There are only two matters James Freeman has ever honestly wanted to do: play the clarinet and make espresso.
Today, Freeman is excellently referred to as the founding father of Blue Bottle coffee, the premium coffee chain with a simple yet elegant blue emblem that ornaments more than 75 upscale cafes around the arena in which you could purchase a more or less $five drip espresso made from the brilliant single-starting place, freshly roasted artisanal beans. In 2017, Swiss food giant Nestle bought a majority stake in Freeman’s organization in a deal that reportedly valued Blue Bottle at over $700 million.
But before, Freeman was the founding father of a business enterprise that set to roast more than 2.6 million kilos of coffee beans. During these 12 months, he becomes a suffering classical musician roasting his fresh beans as a hobby.
An obsession will become a commercial enterprise.
Freeman had long been “interested” in coffee and became obsessed with consuming the simplest, freshest cup. That meant roasting beans himself—shopping for uncooked, green coffee beans and heating them at about 500 degrees Fahrenheit—because he felt that most retail espresso chains over-roasted their beans.
In 2002, Freeman made simply enough cash to pay his bills playing the clarinet at component-time gigs with nearby orchestras in Northern California. In his off-time, he nursed an obsession with sparkling coffee that stimulated him to roast his raw espresso beans in the oven of his Oakland, California, condo. Freeman began questioning if there is probably an enterprise possibility for a devoted espresso snob like himself to promote his version of the correct cup of coffee to like-minded caffeine junkies. While pals warned him that the coffee market changed into already oversaturated, Freeman also noticed that, at the time, few coffee sellers in the Bay Area even found out how fresh their espresso become.
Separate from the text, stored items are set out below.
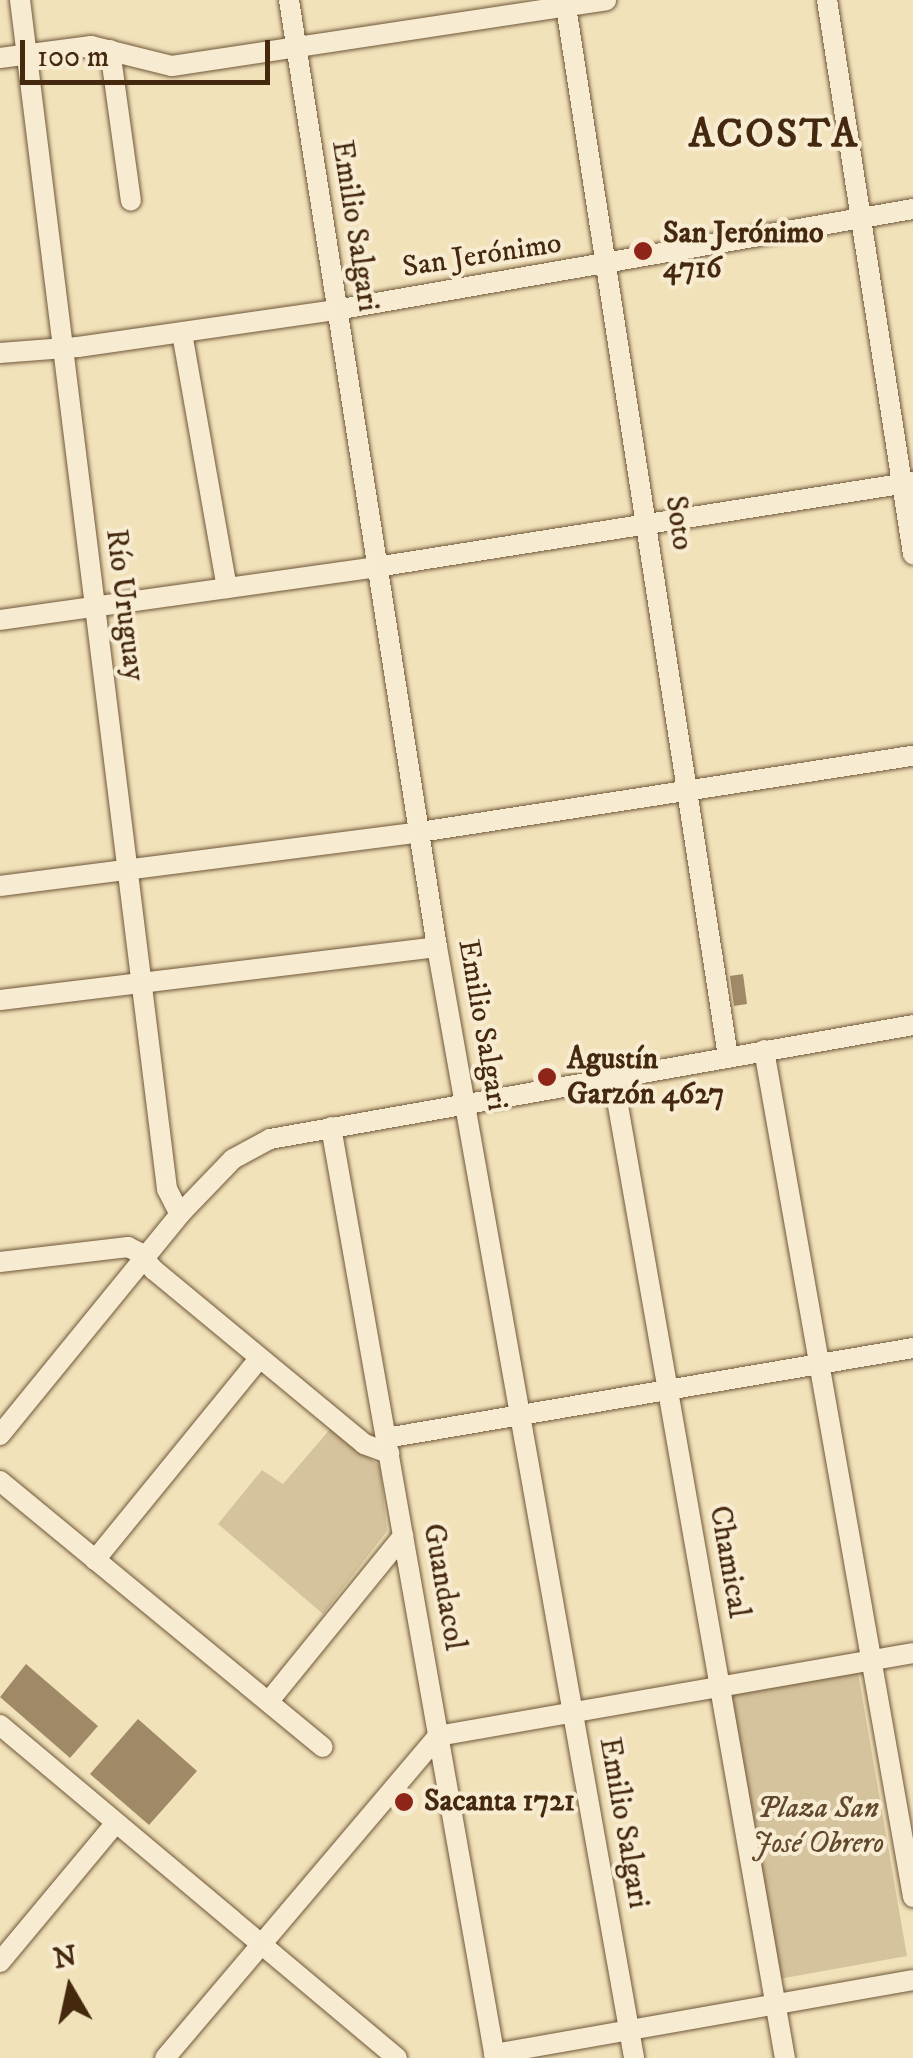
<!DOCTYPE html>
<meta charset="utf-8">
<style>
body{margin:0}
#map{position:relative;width:913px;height:2058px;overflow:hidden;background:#f2e2ba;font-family:"IM FELL DW Pica",serif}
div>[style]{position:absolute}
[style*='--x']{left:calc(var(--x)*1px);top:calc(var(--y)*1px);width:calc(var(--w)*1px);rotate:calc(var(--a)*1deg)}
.green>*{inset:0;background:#d5c39d}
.building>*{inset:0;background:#9f8967}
.roads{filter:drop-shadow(0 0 2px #705739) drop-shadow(0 0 2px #705739)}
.minor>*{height:20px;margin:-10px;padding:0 10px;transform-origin:10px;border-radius:10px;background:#f7ecd2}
.dots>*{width:28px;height:28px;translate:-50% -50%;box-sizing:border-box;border:5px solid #f7ecd2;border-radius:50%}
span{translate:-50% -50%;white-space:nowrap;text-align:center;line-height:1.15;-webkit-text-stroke:8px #f7ecd2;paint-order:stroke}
.street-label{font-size:30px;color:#45290e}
.poi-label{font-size:30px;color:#45290e;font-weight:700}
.left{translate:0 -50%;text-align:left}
.park-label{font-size:30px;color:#62482b;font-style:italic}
.district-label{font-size:40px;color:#45290e;font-weight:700;letter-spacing:2.5px}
.north{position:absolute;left:20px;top:1938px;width:100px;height:100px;-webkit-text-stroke:8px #f7ecd2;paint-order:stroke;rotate:351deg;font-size:28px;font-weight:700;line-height:40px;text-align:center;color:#45290e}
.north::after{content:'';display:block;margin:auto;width:35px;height:45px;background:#45290e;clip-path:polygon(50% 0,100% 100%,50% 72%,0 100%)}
.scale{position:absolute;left:20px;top:40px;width:250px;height:45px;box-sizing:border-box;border:5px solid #45290e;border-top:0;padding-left:12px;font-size:30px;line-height:35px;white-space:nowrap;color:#45290e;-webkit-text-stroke:8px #f7ecd2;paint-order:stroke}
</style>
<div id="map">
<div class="green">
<div style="clip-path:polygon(331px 1428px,380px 1466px,387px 1531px,323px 1614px,218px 1524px,262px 1470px,283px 1484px)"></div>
<div style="clip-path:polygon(858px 1673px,907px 1956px,779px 1979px,729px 1696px)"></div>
</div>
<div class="building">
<div style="clip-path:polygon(743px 974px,747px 1004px,734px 1006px,730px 976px)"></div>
<div style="clip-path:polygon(26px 1664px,98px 1726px,70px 1758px,0 1697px)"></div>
<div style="clip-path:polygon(138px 1719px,197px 1771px,149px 1825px,90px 1774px)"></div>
</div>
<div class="roads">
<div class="minor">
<div style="--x:20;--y:0;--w:1198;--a:82.95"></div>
<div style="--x:167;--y:1189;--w:28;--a:63"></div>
<div style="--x:289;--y:0;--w:958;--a:81.12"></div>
<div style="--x:437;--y:947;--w:1128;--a:79.94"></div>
<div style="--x:565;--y:0;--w:1069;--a:81.23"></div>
<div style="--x:827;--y:0;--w:561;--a:81.18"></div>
<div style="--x:110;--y:50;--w:152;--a:82.1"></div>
<div style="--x:0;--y:58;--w:92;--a:-7.5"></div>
<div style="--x:91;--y:46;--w:83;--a:13.9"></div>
<div style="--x:172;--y:66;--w:439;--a:-8.6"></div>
<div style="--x:182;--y:333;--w:259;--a:80"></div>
<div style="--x:0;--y:353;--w:78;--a:-4.4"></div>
<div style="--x:78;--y:347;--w:261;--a:-8.2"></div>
<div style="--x:336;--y:310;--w:586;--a:-9.93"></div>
<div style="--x:0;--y:620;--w:380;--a:-8"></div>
<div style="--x:376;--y:567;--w:544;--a:-8.99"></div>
<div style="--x:0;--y:886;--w:423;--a:-7.3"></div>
<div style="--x:420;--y:832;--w:499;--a:-8.8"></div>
<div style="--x:0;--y:1000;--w:440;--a:-6.9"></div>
<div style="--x:764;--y:1050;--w:860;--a:80.02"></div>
<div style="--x:613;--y:1077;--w:996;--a:80.06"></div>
<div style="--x:331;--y:1127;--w:945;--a:80.01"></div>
<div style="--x:0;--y:1262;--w:129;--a:-6.7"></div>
<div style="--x:128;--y:1247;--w:13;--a:27"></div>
<div style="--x:140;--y:1253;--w:22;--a:51"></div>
<div style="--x:154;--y:1270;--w:273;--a:39.6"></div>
<div style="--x:364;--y:1444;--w:27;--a:20"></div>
<div style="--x:0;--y:1435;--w:285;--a:-50.8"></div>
<div style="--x:180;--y:1214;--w:76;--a:-46.1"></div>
<div style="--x:233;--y:1159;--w:42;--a:-28.4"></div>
<div style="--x:270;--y:1139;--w:653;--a:-10.05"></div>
<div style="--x:386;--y:1438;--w:535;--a:-9.69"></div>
<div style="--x:0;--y:1481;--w:418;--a:39.5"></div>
<div style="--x:95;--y:1560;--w:259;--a:-50.8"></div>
<div style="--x:269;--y:1701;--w:213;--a:-50.9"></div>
<div style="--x:0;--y:1725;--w:518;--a:39.99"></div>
<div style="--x:438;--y:1736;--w:482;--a:-9.9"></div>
<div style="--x:0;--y:1962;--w:180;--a:-50.2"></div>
<div style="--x:494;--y:2054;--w:425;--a:-10"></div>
<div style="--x:165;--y:2058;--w:422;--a:-49.7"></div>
</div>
</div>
<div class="dots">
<div style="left:643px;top:251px;background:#8f2418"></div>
<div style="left:547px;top:1077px;background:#8f2418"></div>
<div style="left:404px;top:1802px;background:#8f2418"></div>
</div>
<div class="street-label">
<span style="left:354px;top:226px;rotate:81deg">Emilio Salgari</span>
<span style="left:482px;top:256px;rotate:-9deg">San Jerónimo</span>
<span style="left:678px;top:523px;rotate:82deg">Soto</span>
<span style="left:124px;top:605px;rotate:83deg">Río Uruguay</span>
<span style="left:482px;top:1025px;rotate:80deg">Emilio Salgari</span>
<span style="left:728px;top:1562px;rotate:80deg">Chamical</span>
<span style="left:443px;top:1587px;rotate:80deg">Guandacol</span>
<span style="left:623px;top:1823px;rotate:80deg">Emilio Salgari</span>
</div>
<div class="poi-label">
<span class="left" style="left:663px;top:251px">San Jerónimo<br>4716</span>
<span class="left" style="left:567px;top:1077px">Agustín<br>Garzón 4627</span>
<span class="left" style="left:424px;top:1802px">Sacanta 1721</span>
</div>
<div class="park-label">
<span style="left:818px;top:1826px">Plaza San<br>José Obrero</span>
</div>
<div class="district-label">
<span style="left:774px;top:135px">ACOSTA</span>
</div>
<div class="north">N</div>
<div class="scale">100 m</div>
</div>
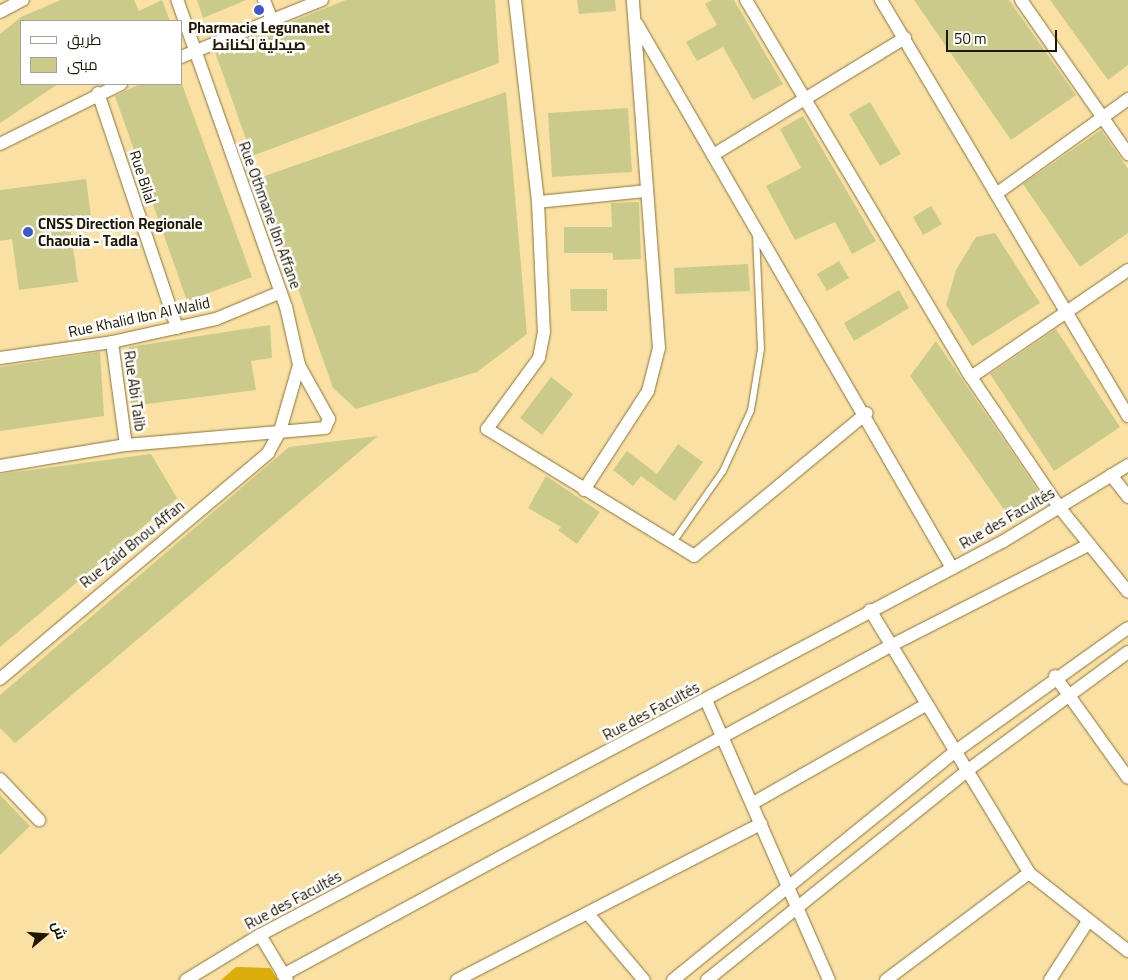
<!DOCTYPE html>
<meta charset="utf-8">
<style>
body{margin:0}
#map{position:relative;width:1128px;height:980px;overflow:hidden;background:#fae1a3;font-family:Georgia,Cairo,serif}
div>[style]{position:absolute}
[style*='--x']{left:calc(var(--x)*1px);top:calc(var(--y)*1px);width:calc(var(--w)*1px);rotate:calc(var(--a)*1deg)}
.green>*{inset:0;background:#dcae0c}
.building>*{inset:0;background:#cacb8b}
.roads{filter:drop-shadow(0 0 1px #8a7337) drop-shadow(0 0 1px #8a7337)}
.service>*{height:6px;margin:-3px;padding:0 3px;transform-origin:3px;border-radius:3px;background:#fff}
.minor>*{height:12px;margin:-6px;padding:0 6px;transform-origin:6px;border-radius:6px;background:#fff}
.dots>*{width:14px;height:14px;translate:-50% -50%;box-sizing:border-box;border:2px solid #fff;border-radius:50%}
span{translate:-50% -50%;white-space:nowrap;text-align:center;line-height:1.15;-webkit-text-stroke:5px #fff;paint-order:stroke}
.poi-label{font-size:15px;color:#201701;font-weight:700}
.left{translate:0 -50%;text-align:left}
.street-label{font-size:15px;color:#201701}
.legend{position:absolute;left:20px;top:20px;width:162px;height:65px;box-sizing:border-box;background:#fff;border:1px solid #a6a299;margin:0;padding:6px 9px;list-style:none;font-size:15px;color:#201701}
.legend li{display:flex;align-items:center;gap:10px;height:25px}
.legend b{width:25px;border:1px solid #a6a299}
.north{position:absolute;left:20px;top:910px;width:50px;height:50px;-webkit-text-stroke:4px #fff;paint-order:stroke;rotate:72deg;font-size:14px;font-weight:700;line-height:20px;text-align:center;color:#201701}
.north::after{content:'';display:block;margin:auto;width:18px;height:22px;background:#201701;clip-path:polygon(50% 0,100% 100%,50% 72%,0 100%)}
.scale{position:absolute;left:946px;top:30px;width:111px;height:22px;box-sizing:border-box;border:2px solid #201701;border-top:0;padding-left:6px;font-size:15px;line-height:18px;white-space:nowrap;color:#201701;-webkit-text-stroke:4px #fff;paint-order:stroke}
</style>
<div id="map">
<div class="green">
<i style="clip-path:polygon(236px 967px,270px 968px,278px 980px,221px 980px)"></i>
</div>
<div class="building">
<i style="clip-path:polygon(61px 0,134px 0,139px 11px,162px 0,170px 21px,21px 21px,21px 84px,58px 84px,0 123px,0 34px,21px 17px)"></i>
<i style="clip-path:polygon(197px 0,246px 0,203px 18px)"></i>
<i style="clip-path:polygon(346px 0,495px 0,499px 63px,252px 156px,215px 52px)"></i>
<i style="clip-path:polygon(577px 0,615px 0,616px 11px,579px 14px)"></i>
<i style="clip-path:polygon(712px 0,734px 0,783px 84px,753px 100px,723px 47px,697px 61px,686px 42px,717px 25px,705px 4px)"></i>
<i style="clip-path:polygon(914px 0,1009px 0,1076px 95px,1011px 140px)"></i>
<i style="clip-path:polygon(1050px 0,1128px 0,1128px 65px,1108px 80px)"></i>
<i style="clip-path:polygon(140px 84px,182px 84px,252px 277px,187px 301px,115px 96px)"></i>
<i style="clip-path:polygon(506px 92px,527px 334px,477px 372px,356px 409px,333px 388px,259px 178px)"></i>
<i style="clip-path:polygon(870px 102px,901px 154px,880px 166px,849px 114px)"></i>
<i style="clip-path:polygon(628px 108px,632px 172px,552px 177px,548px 113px)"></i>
<i style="clip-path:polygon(803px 116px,876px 241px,852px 254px,835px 222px,795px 240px,766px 186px,801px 168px,780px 129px)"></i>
<i style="clip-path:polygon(1101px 130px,1128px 169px,1128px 233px,1080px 267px,1023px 184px)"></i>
<i style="clip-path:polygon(86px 179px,92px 224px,70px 227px,78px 282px,19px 290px,12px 239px,0 241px,0 190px)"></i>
<i style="clip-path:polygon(639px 202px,641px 259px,613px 260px,613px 253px,564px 253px,564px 227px,612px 227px,611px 203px)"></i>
<i style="clip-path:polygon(931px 206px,942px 224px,923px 235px,913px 217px)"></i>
<i style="clip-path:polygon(995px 233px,1040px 303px,972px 346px,946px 305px,956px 270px,976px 237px)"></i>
<i style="clip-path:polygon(839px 261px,849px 278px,827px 291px,817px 274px)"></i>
<i style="clip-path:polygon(748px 264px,750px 291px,675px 294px,674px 268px)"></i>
<i style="clip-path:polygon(570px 289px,607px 289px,607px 311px,571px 311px)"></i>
<i style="clip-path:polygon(899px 290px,909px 308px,854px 341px,844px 323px)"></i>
<i style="clip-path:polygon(270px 325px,272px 358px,251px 361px,256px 390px,131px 406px,129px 347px)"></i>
<i style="clip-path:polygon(1056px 329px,1120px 427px,1054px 471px,990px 374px)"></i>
<i style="clip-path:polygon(936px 341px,1039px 492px,1008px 515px,910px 376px)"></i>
<i style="clip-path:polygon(100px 352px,104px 416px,0 431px,0 367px)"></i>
<i style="clip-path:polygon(551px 377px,573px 394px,542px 435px,520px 418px)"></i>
<i style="clip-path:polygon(378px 436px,15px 743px,0 728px,0 695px,289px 447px)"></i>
<i style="clip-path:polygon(678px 444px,703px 462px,675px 501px,641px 476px,633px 486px,613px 470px,627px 451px,657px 474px)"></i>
<i style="clip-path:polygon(151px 454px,177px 498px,0 647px,0 474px)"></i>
<i style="clip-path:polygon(546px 476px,600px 512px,577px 544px,558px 530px,561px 527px,528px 508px)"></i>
<i style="clip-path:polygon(0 795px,30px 826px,0 855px)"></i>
</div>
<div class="roads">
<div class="service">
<i style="--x:671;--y:545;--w:90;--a:-54.9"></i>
<i style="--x:723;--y:471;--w:67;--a:-65.3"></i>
<i style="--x:751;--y:410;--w:62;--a:-80.7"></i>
<i style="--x:761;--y:349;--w:113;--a:-92.5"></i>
</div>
<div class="minor">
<i style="--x:264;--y:0;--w:19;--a:69"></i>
<i style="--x:515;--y:0;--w:203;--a:83.5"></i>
<i style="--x:538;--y:202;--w:130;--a:87.4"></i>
<i style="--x:544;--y:332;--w:26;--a:101"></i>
<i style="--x:539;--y:358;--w:88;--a:126.2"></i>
<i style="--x:487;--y:429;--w:243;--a:31.5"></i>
<i style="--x:694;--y:556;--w:224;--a:-39.6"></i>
<i style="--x:746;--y:0;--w:439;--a:59.2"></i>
<i style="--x:881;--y:0;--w:484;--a:59.3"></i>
<i style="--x:1021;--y:0;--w:188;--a:55.2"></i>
<i style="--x:0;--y:12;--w:26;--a:-28"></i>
<i style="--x:637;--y:24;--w:629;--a:59.93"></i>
<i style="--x:181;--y:57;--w:152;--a:-22"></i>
<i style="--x:98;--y:93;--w:248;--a:71.4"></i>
<i style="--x:0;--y:144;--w:135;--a:-26.4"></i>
<i style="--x:713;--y:155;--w:225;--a:-31.4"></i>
<i style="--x:996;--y:194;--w:163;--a:-35.7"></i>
<i style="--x:538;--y:202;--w:109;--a:-5.8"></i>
<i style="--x:1128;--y:270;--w:190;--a:145.7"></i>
<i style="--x:971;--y:377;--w:157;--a:55.9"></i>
<i style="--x:1059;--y:507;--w:109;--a:50.9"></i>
<i style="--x:112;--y:342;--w:104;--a:82.3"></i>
<i style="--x:0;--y:358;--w:113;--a:-8.1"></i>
<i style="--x:112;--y:342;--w:107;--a:-12.5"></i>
<i style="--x:216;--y:319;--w:70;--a:-22.6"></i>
<i style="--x:0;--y:466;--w:128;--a:-9.5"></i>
<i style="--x:126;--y:445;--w:200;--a:-4.9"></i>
<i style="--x:325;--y:428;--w:10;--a:-66"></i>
<i style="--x:329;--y:419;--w:62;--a:-119.1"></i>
<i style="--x:1111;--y:475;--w:28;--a:52"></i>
<i style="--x:584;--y:490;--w:118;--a:-57.1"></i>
<i style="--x:648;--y:391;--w:44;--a:-75.7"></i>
<i style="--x:659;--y:348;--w:349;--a:-94.3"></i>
<i style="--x:870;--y:610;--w:307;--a:58.8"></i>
<i style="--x:1029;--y:873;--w:126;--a:38.2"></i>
<i style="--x:1055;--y:676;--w:125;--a:54.4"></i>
<i style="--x:0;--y:679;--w:351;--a:-40.1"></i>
<i style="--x:268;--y:453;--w:25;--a:-61"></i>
<i style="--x:280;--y:431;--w:69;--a:-73.9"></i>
<i style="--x:299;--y:365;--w:59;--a:-102.6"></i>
<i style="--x:286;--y:307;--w:326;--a:-109.5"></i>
<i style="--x:706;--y:700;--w:306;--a:66.3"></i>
<i style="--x:0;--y:779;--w:57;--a:46.4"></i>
<i style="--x:753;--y:803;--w:200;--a:-29.6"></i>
<i style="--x:589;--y:915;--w:85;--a:49.8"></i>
<i style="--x:260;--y:935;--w:52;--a:59"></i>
<i style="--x:283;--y:975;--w:693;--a:-28.45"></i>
<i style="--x:892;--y:645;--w:220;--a:-27"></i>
<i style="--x:186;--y:980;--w:87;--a:-31.3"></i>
<i style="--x:260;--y:935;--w:840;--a:-27.91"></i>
<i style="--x:1002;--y:542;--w:148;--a:-31.4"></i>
<i style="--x:457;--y:980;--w:342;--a:-27.2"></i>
<i style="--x:673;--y:980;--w:364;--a:-39"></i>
<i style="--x:956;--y:751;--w:211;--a:-35.6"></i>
<i style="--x:707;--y:980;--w:335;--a:-38.8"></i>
<i style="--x:968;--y:770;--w:199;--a:-36.4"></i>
<i style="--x:886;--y:980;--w:179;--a:-36.8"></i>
<i style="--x:1050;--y:980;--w:70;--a:-57.2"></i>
</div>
</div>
<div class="dots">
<i style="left:259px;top:10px;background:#3e59cc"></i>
<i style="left:28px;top:232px;background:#3e59cc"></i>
</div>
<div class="poi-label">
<span style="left:259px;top:36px">Pharmacie Legunanet<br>صيدلية لكنانط</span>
<span class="left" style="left:38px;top:232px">CNSS Direction Regionale<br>Chaouia - Tadla</span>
</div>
<div class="street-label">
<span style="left:143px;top:177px;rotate:72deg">Rue Bilal</span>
<span style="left:270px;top:215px;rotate:70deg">Rue Othmane Ibn Affane</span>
<span style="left:139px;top:317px;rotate:-12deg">Rue Khalid Ibn Al Walid</span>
<span style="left:135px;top:391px;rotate:82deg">Rue Abi Talib</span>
<span style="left:1007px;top:518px;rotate:-30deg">Rue des Facultés</span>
<span style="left:132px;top:544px;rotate:-39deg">Rue Zaid Bnou Affan</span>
<span style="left:651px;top:711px;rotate:-28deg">Rue des Facultés</span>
<span style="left:293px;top:900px;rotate:-28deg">Rue des Facultés</span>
</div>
<ul class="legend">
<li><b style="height:6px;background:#fff"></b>طريق</li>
<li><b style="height:14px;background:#cacb8b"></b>مبنى</li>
</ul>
<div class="north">ش</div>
<div class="scale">50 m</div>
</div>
“At the time, there literally became not an area in San Francisco one should visit to get a bag of coffee with a roast date stamped on it,” he says.
Freeman commenced ramping up his homegrown roasting operation by renting (for $600 a month) a 186-square-foot potting shed positioned close to his apartment in Oakland’s Temescal district wherein he should roast beans in 7-pound batches the use of a vintage Diedrich roaster he’d driven to Idaho to shop for immediately from the producer. He decided to end his track profession and pursue his hand as a barista, promoting his home-roasted espresso beans at the side of sparkling cups of coffee at farmers’ markets around San Francisco and Oakland.
“In my profession as a clarinetist, there have been moments of delight, but they tended to be few and far between, and so I saw espresso as an area, a touch-safe haven, wherein I could work out the matters I’m interested in, but additionally this opportunity to no longer play the clarinet. So, something that could pay my payments, I don’t have to visit gigs,” Freeman tells CNBC Make It.
Freeman was given through on his relatively easy setup and enterprise model for the next couple of years. However, Blue Bottle’s origins weren’t without prices, from the roaster to condo prices for the potting shed and the espresso cart’s spot at farmer’s markets, not to mention the cost of raw beans and paying a nearby photograph fashion designer to caricature the emblem’s easy, blue brand. Freeman says he poured everything he could into the commercial enterprise. “Clarinetists don’t acquire a lot of wealth, so I put in all of the money I had, plus a pair of credit score playing cards.”
That came out to about $20,000 in total, with up to $15,000 in debt unfolding throughout credit score playing cards.